The Alstom Metropolis C751A is the first generation of communications-based train control (CBTC) electric multiple unit rolling stock in operation on the North East line of Singapore's Mass Rapid Transit (MRT) system since 2003. 25 trainsets were purchased for the line.

Operational history and overview
Initiated in 1997 when the North East Line was under construction, Alstom was awarded as C751A contract to supply for the trains for North East line. The trains were part of the Metropolis family of the urban EMU trains. Unlike all other MRT lines, it draws power from the  overhead catenary, which is unique and whereas, this traction power use is optional in Singapore's rail network.

Also, it is the first to have seats of the same colour in every compartment of the trains, together with the first fully driverless rolling stock in Singapore. SBS Transit hires rover employees to drive trains manually. For Alstom, it uses the URBALIS 300 moving-block communications-based (CBTC) Automatic Train Control (ATC) system, which optimizes headway and enables extra trains to be injected automatically into the system at rush hour to increase passenger capacity and reduce congestion. In the depot, trains are also operated in full automatic mode. Communication between the train and the fixed signaling equipment is enabled by the IAGO two-way continuous transmission system. Station-based automatic train supervision ensures a greater degree of availability. Built-in test equipment has also been included, and Eurobalise standards have been adopted for spot transmission.

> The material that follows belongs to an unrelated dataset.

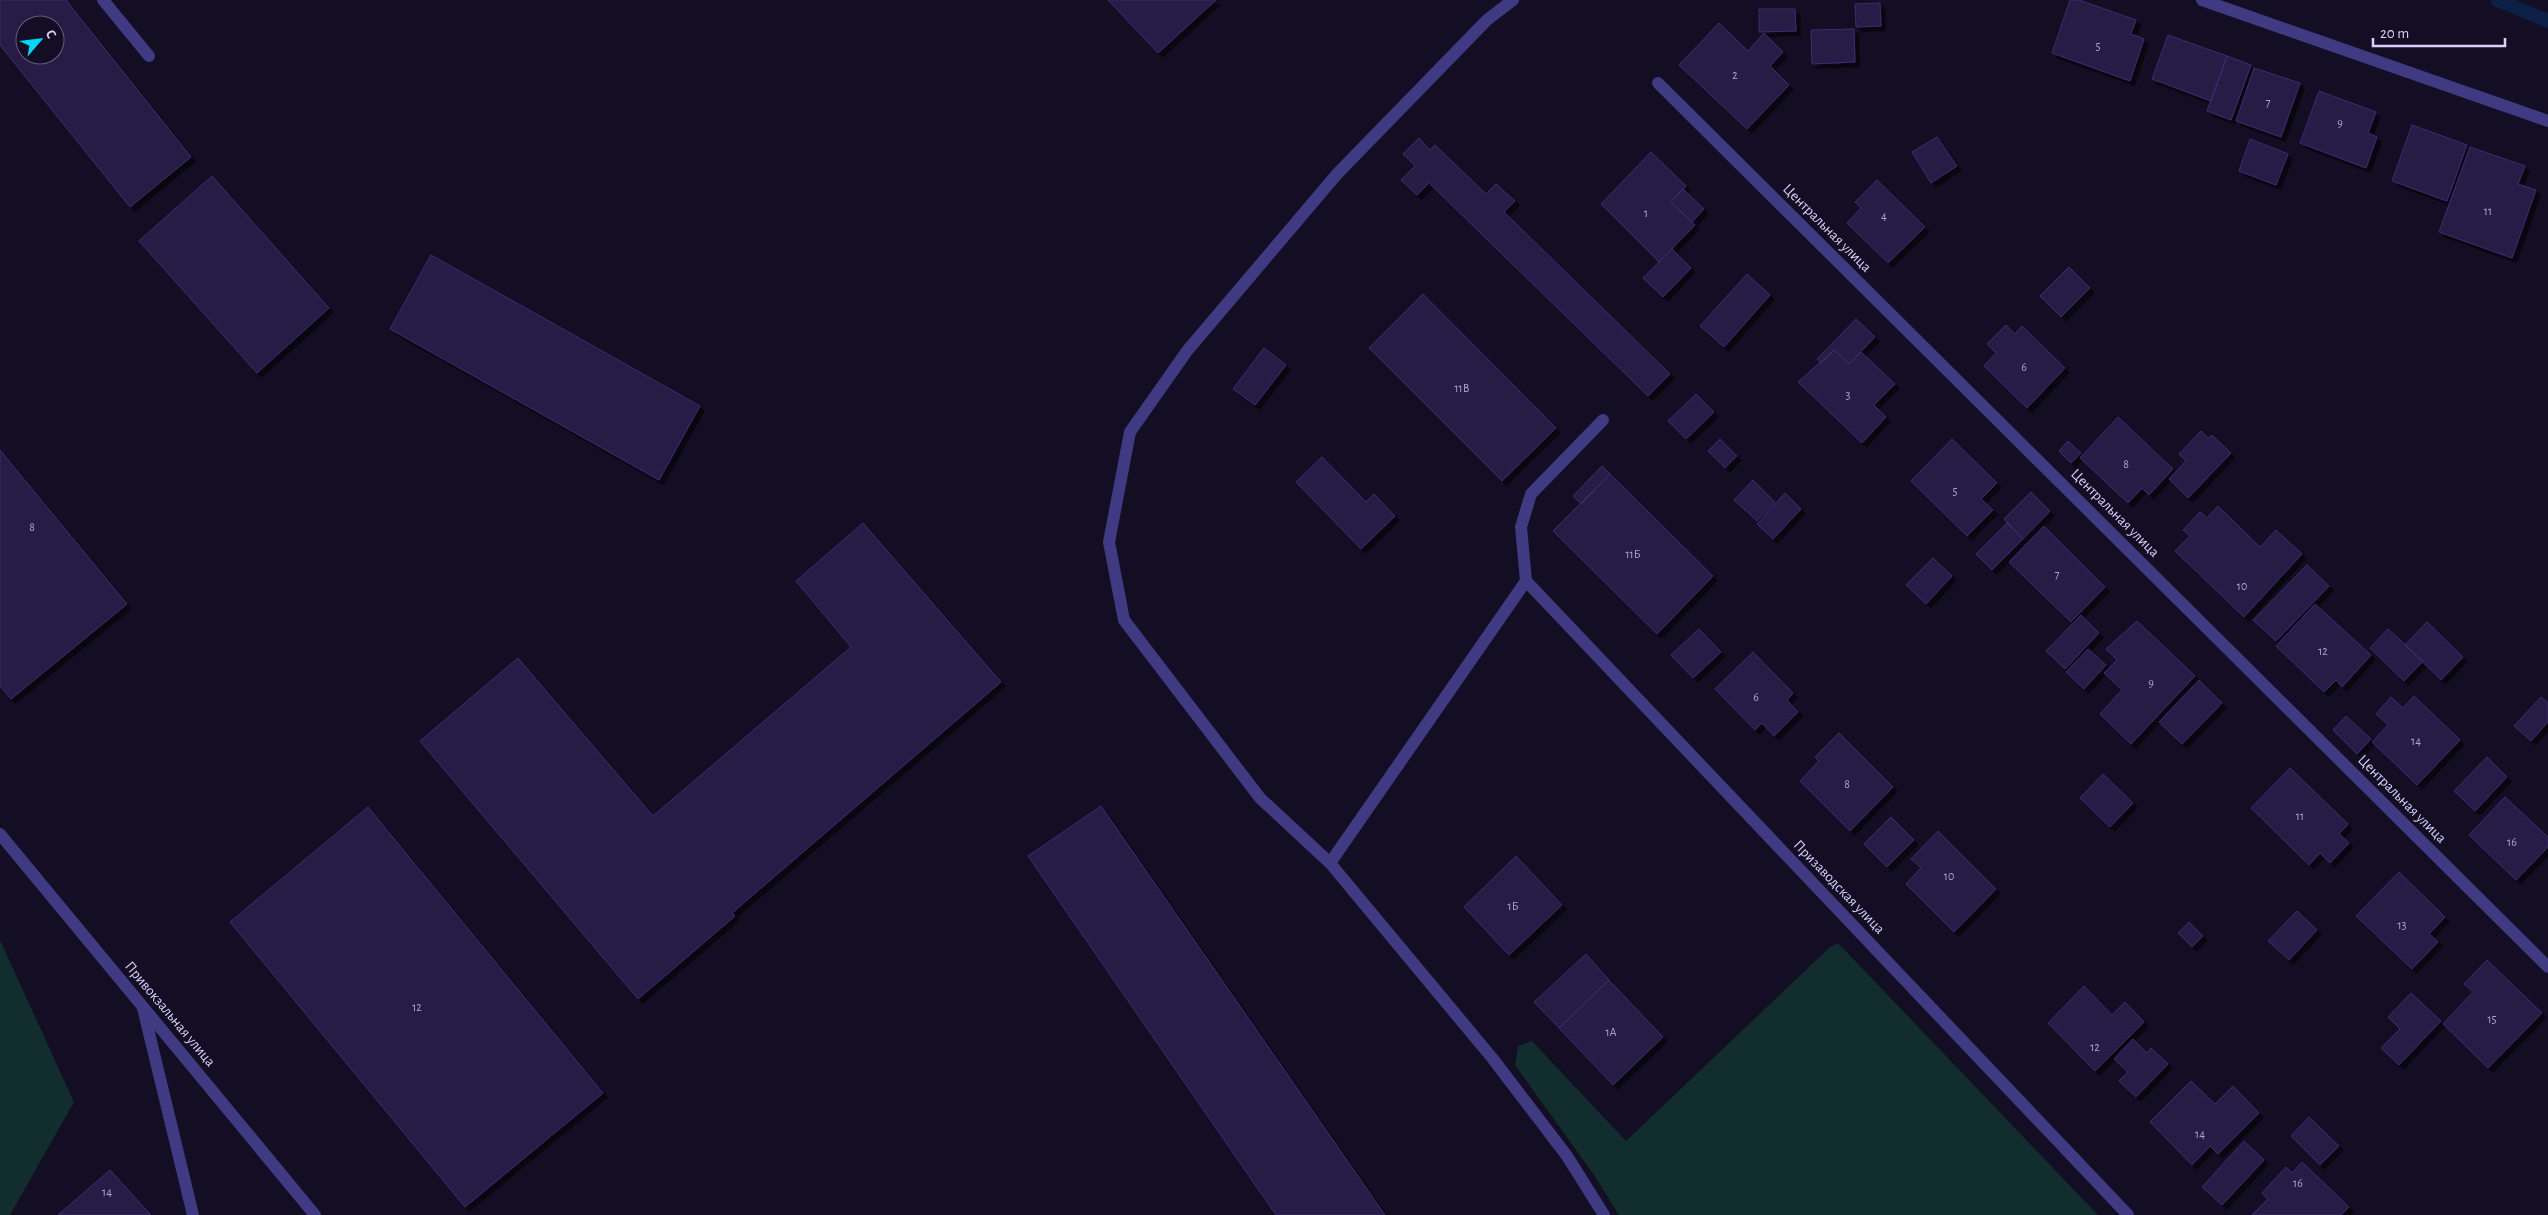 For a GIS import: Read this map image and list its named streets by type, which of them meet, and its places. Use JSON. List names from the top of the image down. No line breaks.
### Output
{"streets":{"street":["Центральная улица","Призаводская улица","Привокзальная улица"]},"house_numbers":["5","2","7","9","11","1","4","6","11В","3","8","5","8","11Б","7","10","12","9","6","14","8","11","16","10","1Б","13","12","15","1А","12","14","16","14"],"scale_bar":"20 m","north":"top right"}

This rolling stock is the first to have seats of the same colour in every compartment of the train, which is the uniform colour of beige and purple. Trains also has two side windows at each end for viewing the tracks. The exterior of the C751A trains are black together with red and purple stripes, similar to C751C only. C751A trains do not have a middle window cut out unlike the newer driverless trains in the MRT system. This is because it has to make way for the old detrainment ramp, which is not as bigger as that of the C751C, C830, C830C and the upcoming C851E.

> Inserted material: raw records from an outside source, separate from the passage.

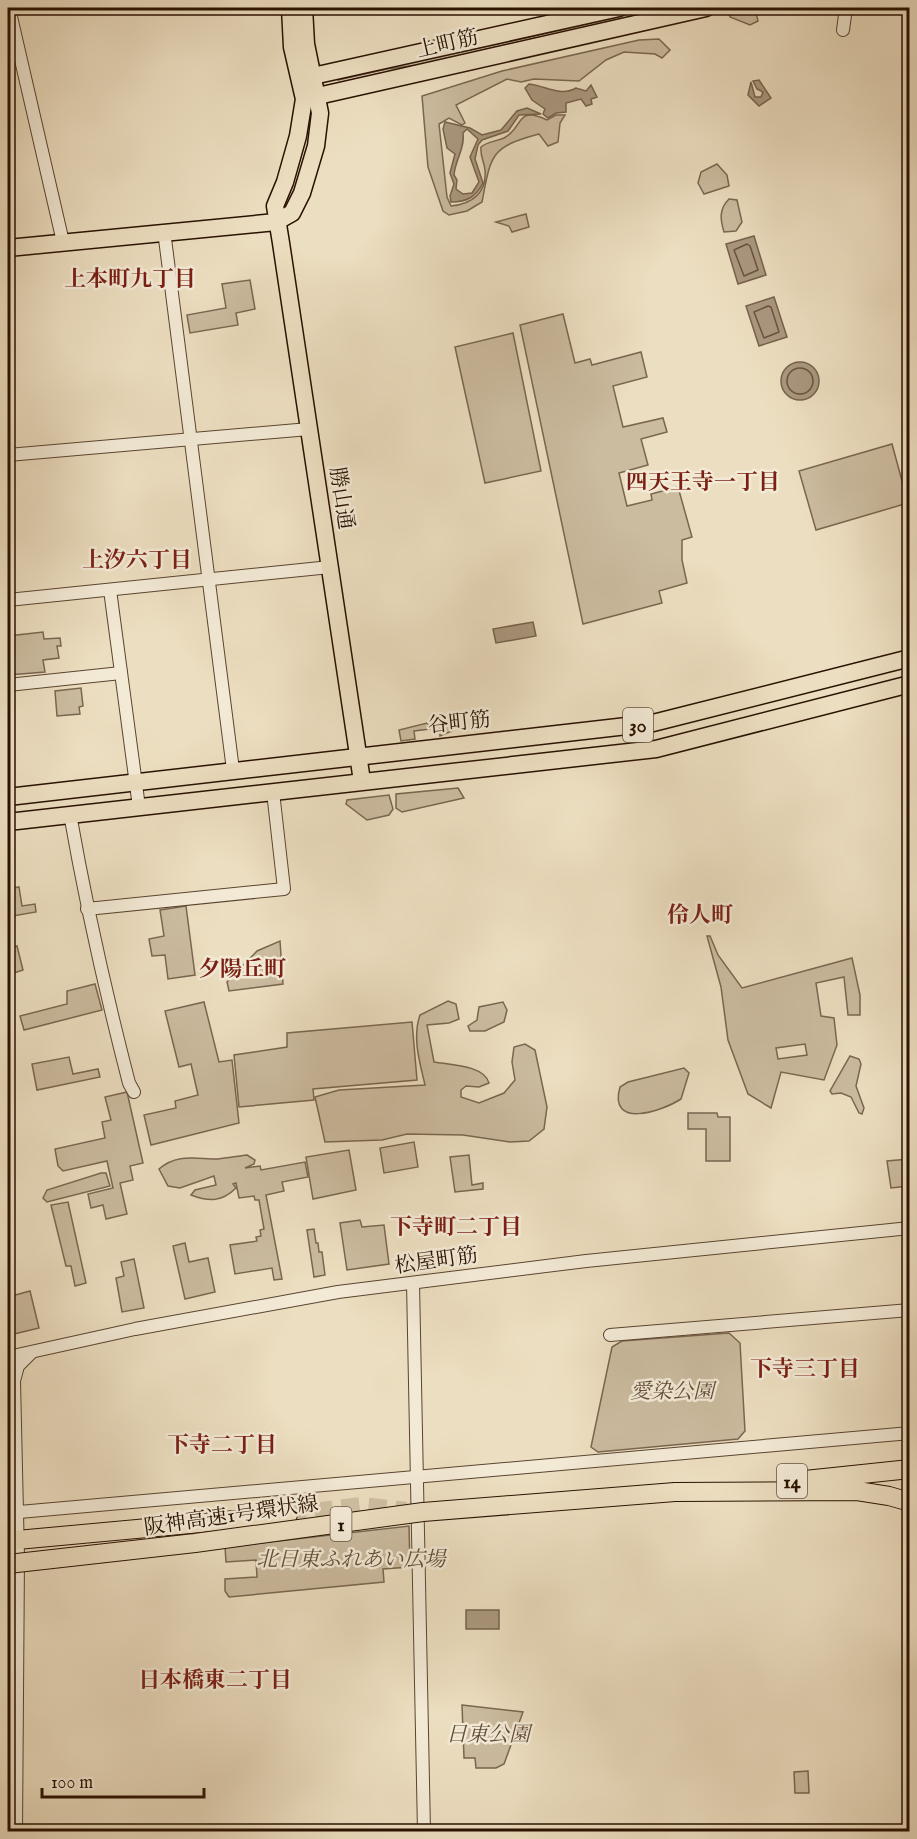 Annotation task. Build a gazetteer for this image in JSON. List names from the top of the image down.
{
  "streets": {
    "highway": ["14", "阪神高速1号環状線", "1"],
    "main road": [
      "上町筋",
      "勝山通",
      "谷町筋",
      "30"
    ],
    "street": ["松屋町筋"]
  },
  "crossings": [
    ["勝山通", "谷町筋"],
    ["勝山通", "30"],
    ["14", "阪神高速1号環状線"],
    ["14", "1"],
    ["阪神高速1号環状線", "1"]
  ],
  "districts": [
    "上本町九丁目",
    "四天王寺一丁目",
    "上汐六丁目",
    "伶人町",
    "夕陽丘町",
    "下寺町二丁目",
    "下寺三丁目",
    "下寺二丁目",
    "日本橋東二丁目"
  ],
  "parks": ["愛染公園", "北日東ふれあい広場", "日東公園"],
  "scale_bar": "100 m"
}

Platform gap reducers were since added to all C751A trains, similar to those on the C830C and C751C.

All C751A trains consists of the Visual Passenger Information System (VPIS). These displays show the name of the next station, current station, door closing messages and occasionally the date and time. Also, some of the C751A trains has been installed with four rows for standing area since 2015.

Refurbishment
In December 2018, LTA announced that the C751A trains will undergo mid-life refurbishment works from 2019 onwards. A contract worth $116.7 million was awarded to CRRC Nanjing Puzhen for the refurbishment works. All 25 first-generation C751A trains will be upgraded. The trains' interior, such as seats, panels, and flooring, will be replaced. The current 6 LCD screens on the side panels (which formerly showed rail travel information of the next station and terminating station, silent commercials and safety videos) above some seats had already been deactivated and was removed in refurbished trains. However, a new LTA LCD Dynamic Route Map Display (DRMD) located above each doors will be retrofitted. These DRMDs will be similar to that on newer MRT trains such as the CT251 and upcoming R151. In addition, Air-conditioning & ventilation systems will be upgraded.

The exterior livery design will be retained with the exception of Land Transport Authority logos. Smaller SBS Transit logos are located on the gangway ends of each car in a similar fashion to LTA's earlier corporate livery designs. Works are expected to be completed by 2024.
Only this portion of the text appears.